One of my students — Geoff Long — talks about “negative capability” — the idea that works of fiction create loose ends which prick our imagination. In some ways, we can think of those loose ends as excesses — the richly detailed action figure whose potential stretches well beyond the figure’s deployment in the actual media franchise — but they are also gaps — parts of the story or the world which have been left for consumers to explore. These elements are what inspire a great deal of fan fiction, say, since they point to spaces where we can add our own thinking to the unfolding of the larger franchise. They also represent places where fan filmmakers enter into the process. We can see our childhood play with action figures as the first step down that path — towards the appropriation and remixing of media content as a way of expressing our own fantasies about the fictional universes that matter to us. We can see it as something like the folk process playing out on our bedroom floors.
This may well be what we mean when we think of something as a “fan favorite.” Fandom reflects a particular structure of desire — one which is as much about frustration over unfulfilled promises as it is about fascination with the material provided.

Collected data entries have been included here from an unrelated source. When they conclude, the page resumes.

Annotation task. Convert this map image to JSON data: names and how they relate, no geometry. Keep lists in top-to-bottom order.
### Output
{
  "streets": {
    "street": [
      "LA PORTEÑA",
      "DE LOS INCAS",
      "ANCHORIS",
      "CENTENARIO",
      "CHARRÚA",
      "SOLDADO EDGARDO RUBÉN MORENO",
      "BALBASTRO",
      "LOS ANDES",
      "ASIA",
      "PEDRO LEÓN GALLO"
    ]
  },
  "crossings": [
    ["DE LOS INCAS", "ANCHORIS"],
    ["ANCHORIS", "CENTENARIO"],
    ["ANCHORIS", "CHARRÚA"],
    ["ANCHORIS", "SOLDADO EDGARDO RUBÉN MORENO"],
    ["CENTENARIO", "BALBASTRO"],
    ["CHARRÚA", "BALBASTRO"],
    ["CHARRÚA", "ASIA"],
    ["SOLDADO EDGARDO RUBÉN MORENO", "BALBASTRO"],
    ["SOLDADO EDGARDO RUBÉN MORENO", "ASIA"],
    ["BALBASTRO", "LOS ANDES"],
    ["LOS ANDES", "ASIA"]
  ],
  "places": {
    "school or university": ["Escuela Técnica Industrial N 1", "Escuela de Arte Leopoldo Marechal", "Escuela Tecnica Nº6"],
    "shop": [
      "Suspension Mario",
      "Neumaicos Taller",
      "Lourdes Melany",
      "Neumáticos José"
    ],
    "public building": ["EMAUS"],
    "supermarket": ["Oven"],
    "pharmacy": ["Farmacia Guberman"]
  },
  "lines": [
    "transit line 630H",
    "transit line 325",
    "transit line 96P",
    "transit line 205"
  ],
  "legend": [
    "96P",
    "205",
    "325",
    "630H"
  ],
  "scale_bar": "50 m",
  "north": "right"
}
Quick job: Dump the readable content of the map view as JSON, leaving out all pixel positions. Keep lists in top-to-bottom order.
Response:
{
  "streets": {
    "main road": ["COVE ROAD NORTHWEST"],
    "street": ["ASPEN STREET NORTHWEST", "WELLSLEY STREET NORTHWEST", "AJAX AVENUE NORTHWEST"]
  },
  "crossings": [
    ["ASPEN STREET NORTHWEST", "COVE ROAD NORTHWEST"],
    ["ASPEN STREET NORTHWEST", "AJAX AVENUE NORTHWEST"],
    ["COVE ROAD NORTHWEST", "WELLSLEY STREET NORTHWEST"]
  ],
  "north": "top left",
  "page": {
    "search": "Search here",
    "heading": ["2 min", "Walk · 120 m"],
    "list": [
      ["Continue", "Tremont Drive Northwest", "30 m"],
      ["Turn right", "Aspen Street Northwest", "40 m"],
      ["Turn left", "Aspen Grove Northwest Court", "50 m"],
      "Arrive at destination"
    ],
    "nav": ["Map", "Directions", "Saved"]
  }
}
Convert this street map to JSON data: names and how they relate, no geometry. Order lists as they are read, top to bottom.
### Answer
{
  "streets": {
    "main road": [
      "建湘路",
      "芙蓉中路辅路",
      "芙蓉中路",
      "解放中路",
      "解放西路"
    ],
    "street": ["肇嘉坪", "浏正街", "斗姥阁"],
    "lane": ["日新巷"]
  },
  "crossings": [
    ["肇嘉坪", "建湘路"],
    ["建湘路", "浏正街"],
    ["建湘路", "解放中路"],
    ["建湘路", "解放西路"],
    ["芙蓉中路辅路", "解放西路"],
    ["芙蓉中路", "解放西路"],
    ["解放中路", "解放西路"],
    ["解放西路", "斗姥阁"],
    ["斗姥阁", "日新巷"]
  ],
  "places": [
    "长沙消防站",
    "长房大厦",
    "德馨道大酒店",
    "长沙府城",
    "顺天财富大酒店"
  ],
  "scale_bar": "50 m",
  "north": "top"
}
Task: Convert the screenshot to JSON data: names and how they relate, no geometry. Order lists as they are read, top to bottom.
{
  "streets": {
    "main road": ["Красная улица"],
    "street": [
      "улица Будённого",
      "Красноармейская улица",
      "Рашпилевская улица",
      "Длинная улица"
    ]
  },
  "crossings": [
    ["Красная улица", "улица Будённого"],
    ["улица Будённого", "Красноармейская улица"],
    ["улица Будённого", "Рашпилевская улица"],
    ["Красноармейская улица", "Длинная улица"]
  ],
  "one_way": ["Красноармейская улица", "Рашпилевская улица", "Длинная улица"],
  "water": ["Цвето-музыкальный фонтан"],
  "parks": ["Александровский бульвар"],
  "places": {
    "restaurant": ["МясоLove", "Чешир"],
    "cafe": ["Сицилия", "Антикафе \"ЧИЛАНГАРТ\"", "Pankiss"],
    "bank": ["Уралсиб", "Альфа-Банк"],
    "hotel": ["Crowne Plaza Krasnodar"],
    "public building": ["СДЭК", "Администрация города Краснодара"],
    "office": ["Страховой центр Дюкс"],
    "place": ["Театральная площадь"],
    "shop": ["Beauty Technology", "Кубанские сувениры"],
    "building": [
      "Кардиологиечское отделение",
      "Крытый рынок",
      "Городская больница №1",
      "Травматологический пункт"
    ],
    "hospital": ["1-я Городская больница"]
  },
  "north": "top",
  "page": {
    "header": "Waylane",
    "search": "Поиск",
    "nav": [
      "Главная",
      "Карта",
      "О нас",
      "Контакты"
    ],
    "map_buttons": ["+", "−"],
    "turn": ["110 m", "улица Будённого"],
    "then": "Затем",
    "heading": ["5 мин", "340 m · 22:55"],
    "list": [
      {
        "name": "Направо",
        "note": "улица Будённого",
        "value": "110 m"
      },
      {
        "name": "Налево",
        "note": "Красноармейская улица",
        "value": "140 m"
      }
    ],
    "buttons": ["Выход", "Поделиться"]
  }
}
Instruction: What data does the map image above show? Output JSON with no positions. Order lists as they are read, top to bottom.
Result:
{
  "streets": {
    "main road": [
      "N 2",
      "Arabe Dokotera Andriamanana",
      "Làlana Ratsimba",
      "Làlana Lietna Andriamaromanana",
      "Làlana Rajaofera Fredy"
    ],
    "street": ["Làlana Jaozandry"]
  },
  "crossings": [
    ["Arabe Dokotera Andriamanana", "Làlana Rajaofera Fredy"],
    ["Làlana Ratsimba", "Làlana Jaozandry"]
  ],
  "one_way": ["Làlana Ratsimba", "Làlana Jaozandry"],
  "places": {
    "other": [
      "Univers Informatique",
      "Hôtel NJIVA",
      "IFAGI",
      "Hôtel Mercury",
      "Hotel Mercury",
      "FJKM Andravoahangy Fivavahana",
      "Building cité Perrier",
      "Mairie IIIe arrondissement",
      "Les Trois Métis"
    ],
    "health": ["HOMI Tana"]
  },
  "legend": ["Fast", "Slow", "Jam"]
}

What’s interesting is that these responses are not personal or idiosyncratic. Boba Fett seems to have captured the imagination of a generation which stretches well beyond his role in Star Wars. The same might be said of Admiral Ackbar or Hammerhead, two other SW action figures, who have extended the visibility of minor characters. Not surprisingly as this generation that grew up playing with action figures become amateur and professional filmmakers, we’ve seen the rise of a genre of action-figure animation of YouTube, and in many cases, those figures you cherished as children become much bigger presences there than they were in the original films.
Jonathan Gray has a good discussion of how the Star Wars toys changed our perception of the films in his recent book Show Sold Separately.
3.) Most toy-based media, especially in the 1980s, is ultimately designed and expected to sell toys, and does so even at the cost of the story. For instance, a new character might be introduced or a new vehicle shown when its appearance doesn’t really serve the story at all and might even distract from it. However, nowadays most toy-based properties, whether they’re enjoyed by children (Ben 10) or nostalgic adults (Transformers, G.I. Joe, He-Man), seem to offer a much higher quality of writing and attention in their comics, shows and movies, while the toy-pitching aspect is more subtle (though definitely still there). What changed?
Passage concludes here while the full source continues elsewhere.